BEGIN The records
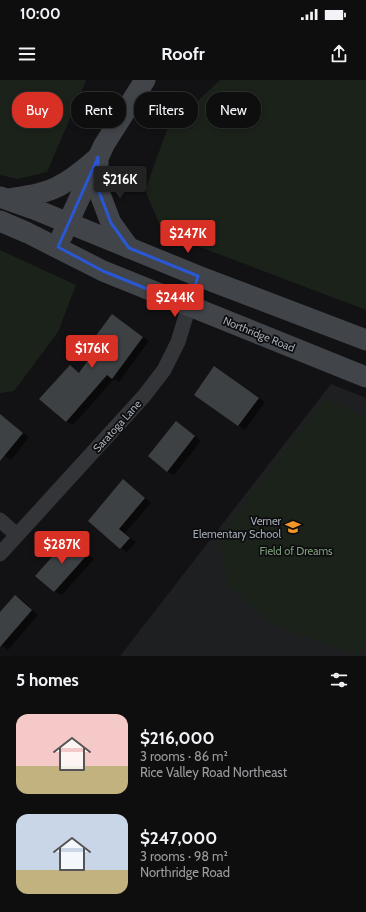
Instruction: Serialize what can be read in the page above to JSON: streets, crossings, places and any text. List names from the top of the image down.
{
  "streets": {
    "main road": ["Northridge Road"],
    "street": ["Saratoga Lane"]
  },
  "crossings": [
    ["Northridge Road", "Saratoga Lane"]
  ],
  "parks": ["Field of Dreams"],
  "places": {
    "school or university": ["Verner Elementary School"]
  },
  "page": {
    "status": "10:00",
    "header": "Roofr",
    "chip": [
      "Buy",
      "Rent",
      "Filters",
      "New"
    ],
    "price": [
      "$216K",
      "$247K",
      "$244K",
      "$176K",
      "$287K"
    ],
    "heading": "5 homes",
    "list": [
      {
        "name": "$216,000",
        "note": "3 rooms · 86 m² · Rice Valley Road Northeast"
      },
      {
        "name": "$247,000",
        "note": "3 rooms · 98 m² · Northridge Road"
      }
    ]
  }
}
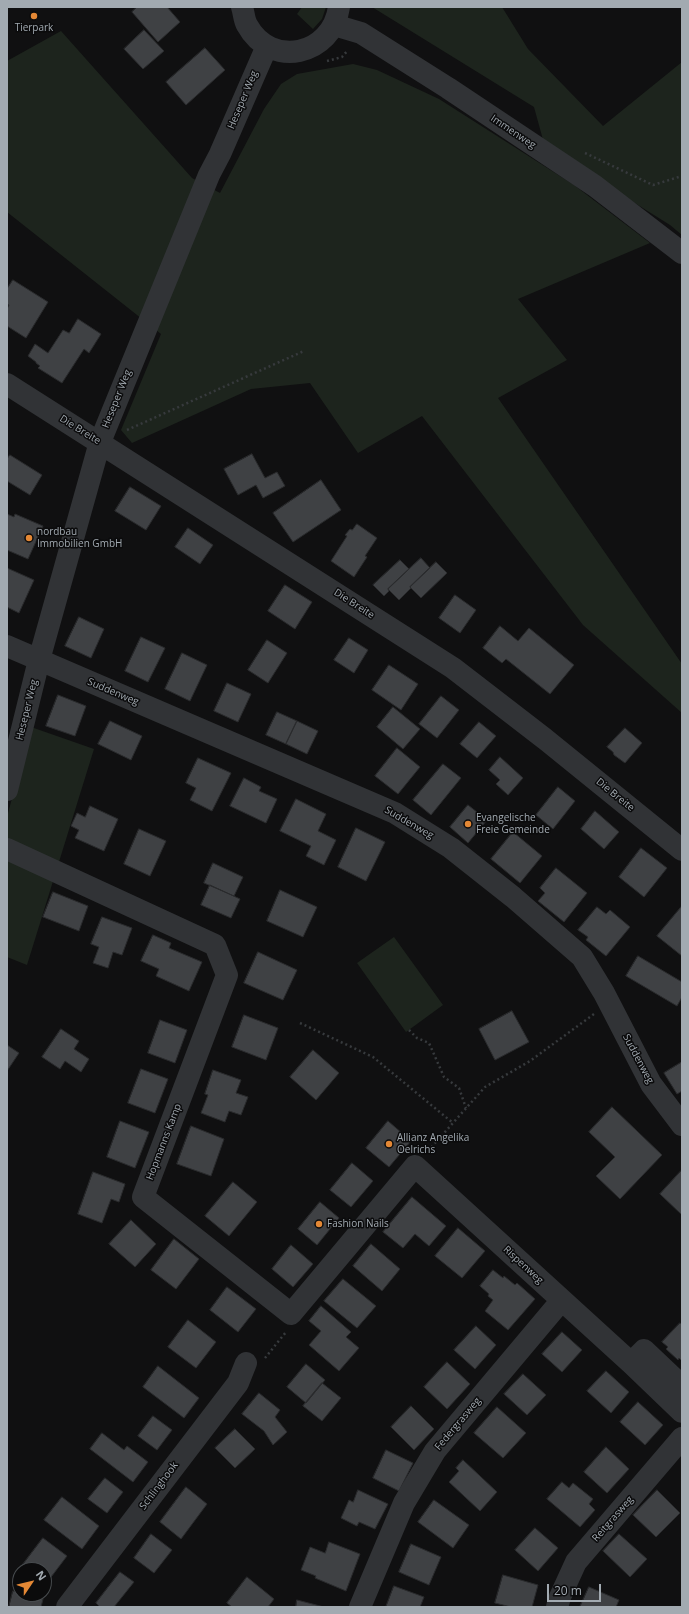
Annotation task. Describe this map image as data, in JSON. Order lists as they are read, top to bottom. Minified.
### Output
{"streets":{"street":["Heseper Weg","Immenweg","Die Breite","Suddenweg","Hopmanns Kamp","Rispenweg","Federgrasweg","Schlinghook","Reitgrasweg"]},"crossings":[["Heseper Weg","Die Breite"],["Heseper Weg","Suddenweg"],["Rispenweg","Federgrasweg"]],"places":["Tierpark","nordbau Immobilien GmbH","Evangelische Freie Gemeinde","Allianz Angelika Oelrichs","Fashion Nails"],"scale_bar":"20 m","north":"top right"}
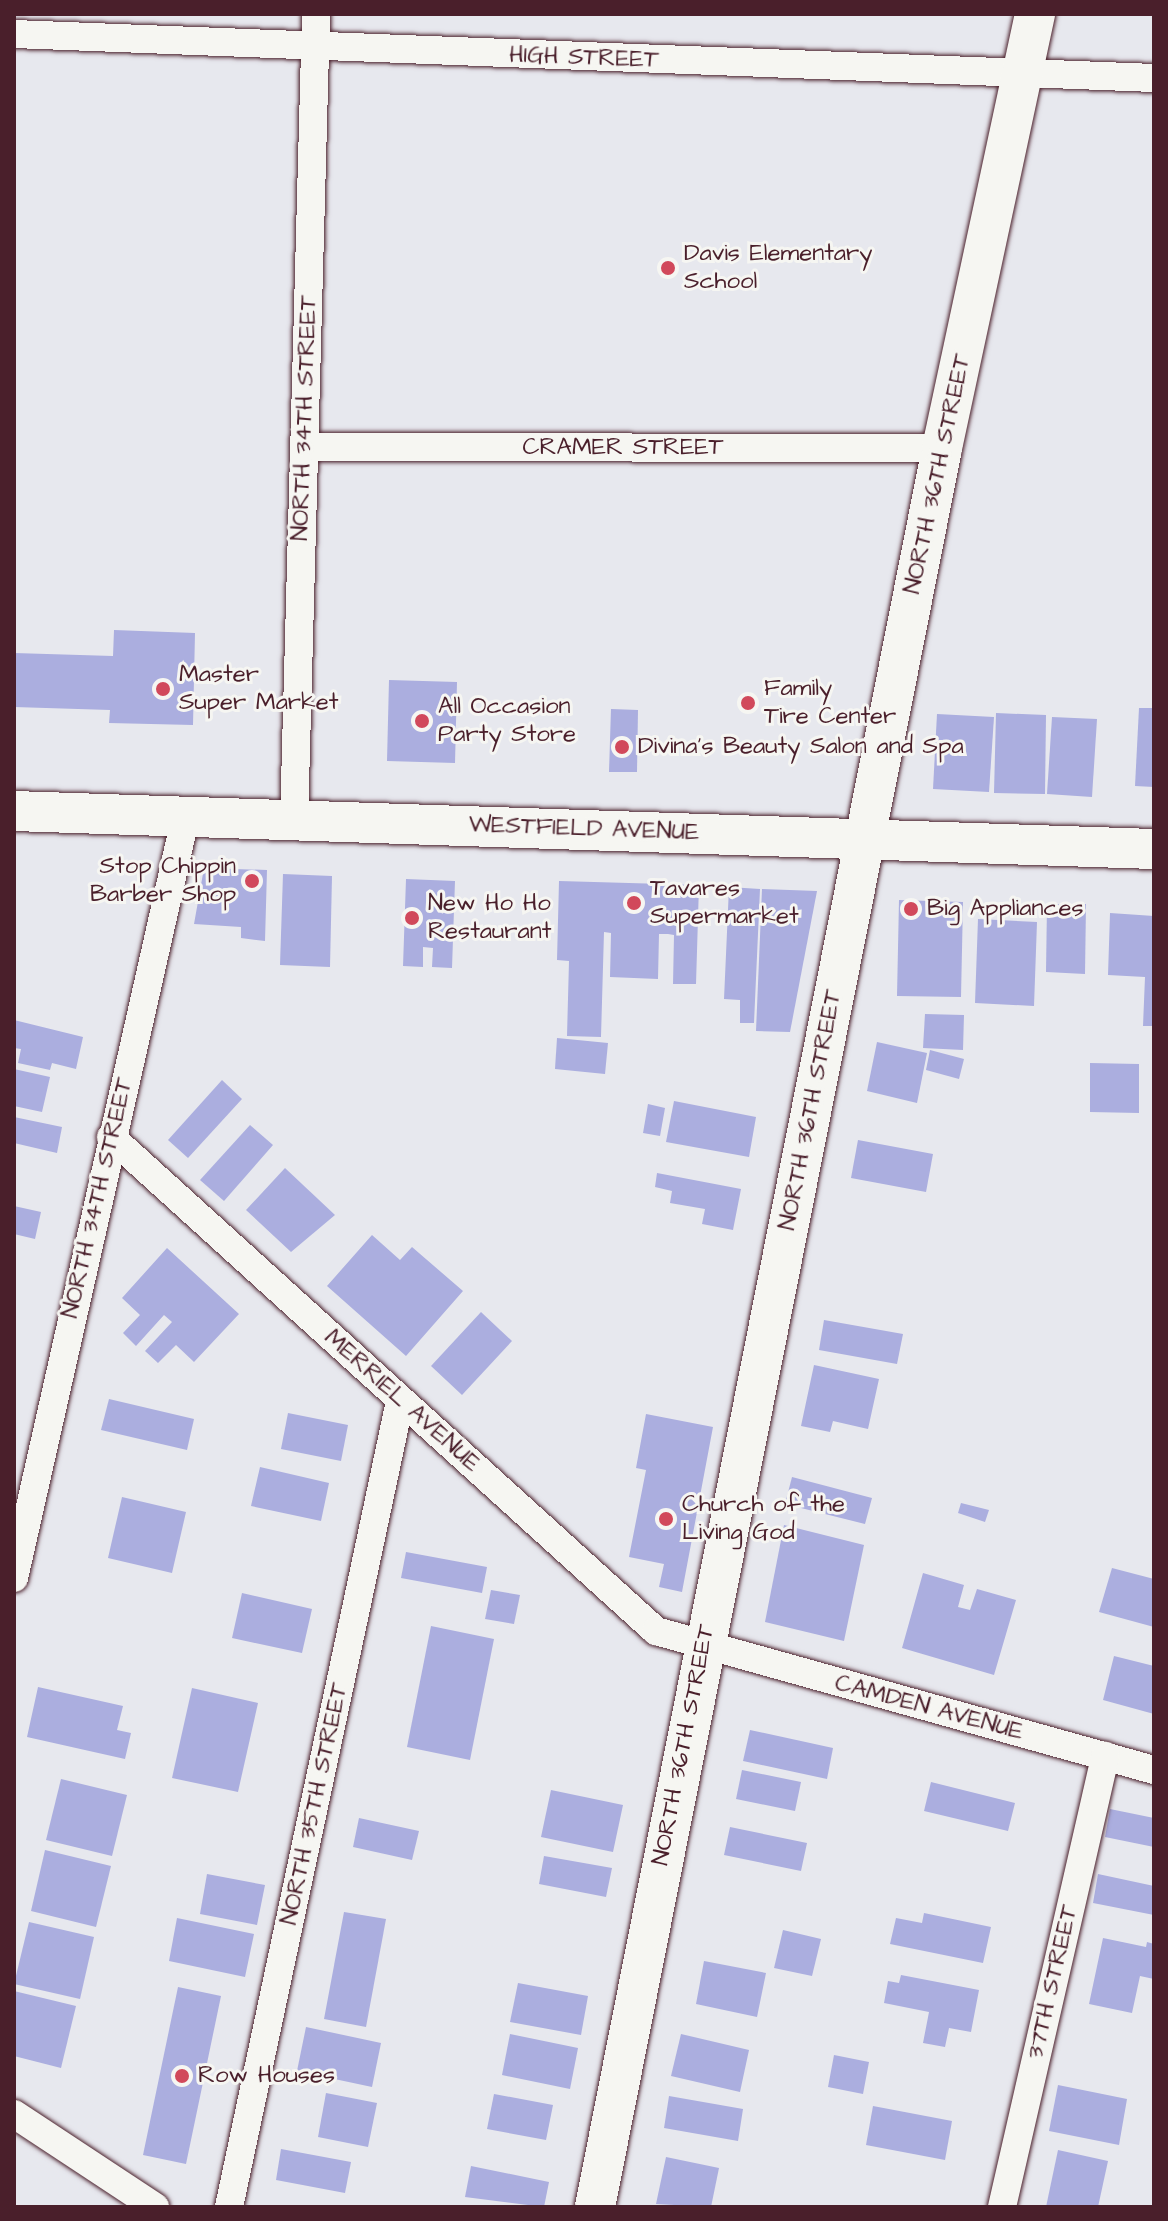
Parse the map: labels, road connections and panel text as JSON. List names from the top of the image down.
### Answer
{
  "streets": {
    "street": [
      "HIGH STREET",
      "NORTH 34TH STREET",
      "CRAMER STREET",
      "NORTH 36TH STREET",
      "WESTFIELD AVENUE",
      "MERRIEL AVENUE",
      "CAMDEN AVENUE",
      "NORTH 35TH STREET",
      "37TH STREET"
    ]
  },
  "crossings": [
    ["HIGH STREET", "NORTH 34TH STREET"],
    ["HIGH STREET", "NORTH 36TH STREET"],
    ["NORTH 34TH STREET", "CRAMER STREET"],
    ["NORTH 34TH STREET", "WESTFIELD AVENUE"],
    ["NORTH 34TH STREET", "MERRIEL AVENUE"],
    ["CRAMER STREET", "NORTH 36TH STREET"],
    ["NORTH 36TH STREET", "WESTFIELD AVENUE"],
    ["NORTH 36TH STREET", "MERRIEL AVENUE"],
    ["NORTH 36TH STREET", "CAMDEN AVENUE"],
    ["MERRIEL AVENUE", "CAMDEN AVENUE"],
    ["MERRIEL AVENUE", "NORTH 35TH STREET"],
    ["CAMDEN AVENUE", "37TH STREET"]
  ],
  "places": [
    "Davis Elementary School",
    "Master Super Market",
    "Family Tire Center",
    "All Occasion Party Store",
    "Divina's Beauty Salon and Spa",
    "Stop Chippin Barber Shop",
    "Tavares Supermarket",
    "Big Appliances",
    "New Ho Ho Restaurant",
    "Church of the Living God",
    "Row Houses"
  ]
}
END The records
# Work to complete
The answer must be the part of the records that opens with the line containing "Annotation task. Describe" and closes with the line containing "Parse the map: labels, road", reproduced exactly, with no pictures.

# Solution
Annotation task. Describe this map image as data, in JSON. Order lists as they are read, top to bottom. Minified.
### Output
{"streets":{"street":["Heseper Weg","Immenweg","Die Breite","Suddenweg","Hopmanns Kamp","Rispenweg","Federgrasweg","Schlinghook","Reitgrasweg"]},"crossings":[["Heseper Weg","Die Breite"],["Heseper Weg","Suddenweg"],["Rispenweg","Federgrasweg"]],"places":["Tierpark","nordbau Immobilien GmbH","Evangelische Freie Gemeinde","Allianz Angelika Oelrichs","Fashion Nails"],"scale_bar":"20 m","north":"top right"}
Parse the map: labels, road connections and panel text as JSON. List names from the top of the image down.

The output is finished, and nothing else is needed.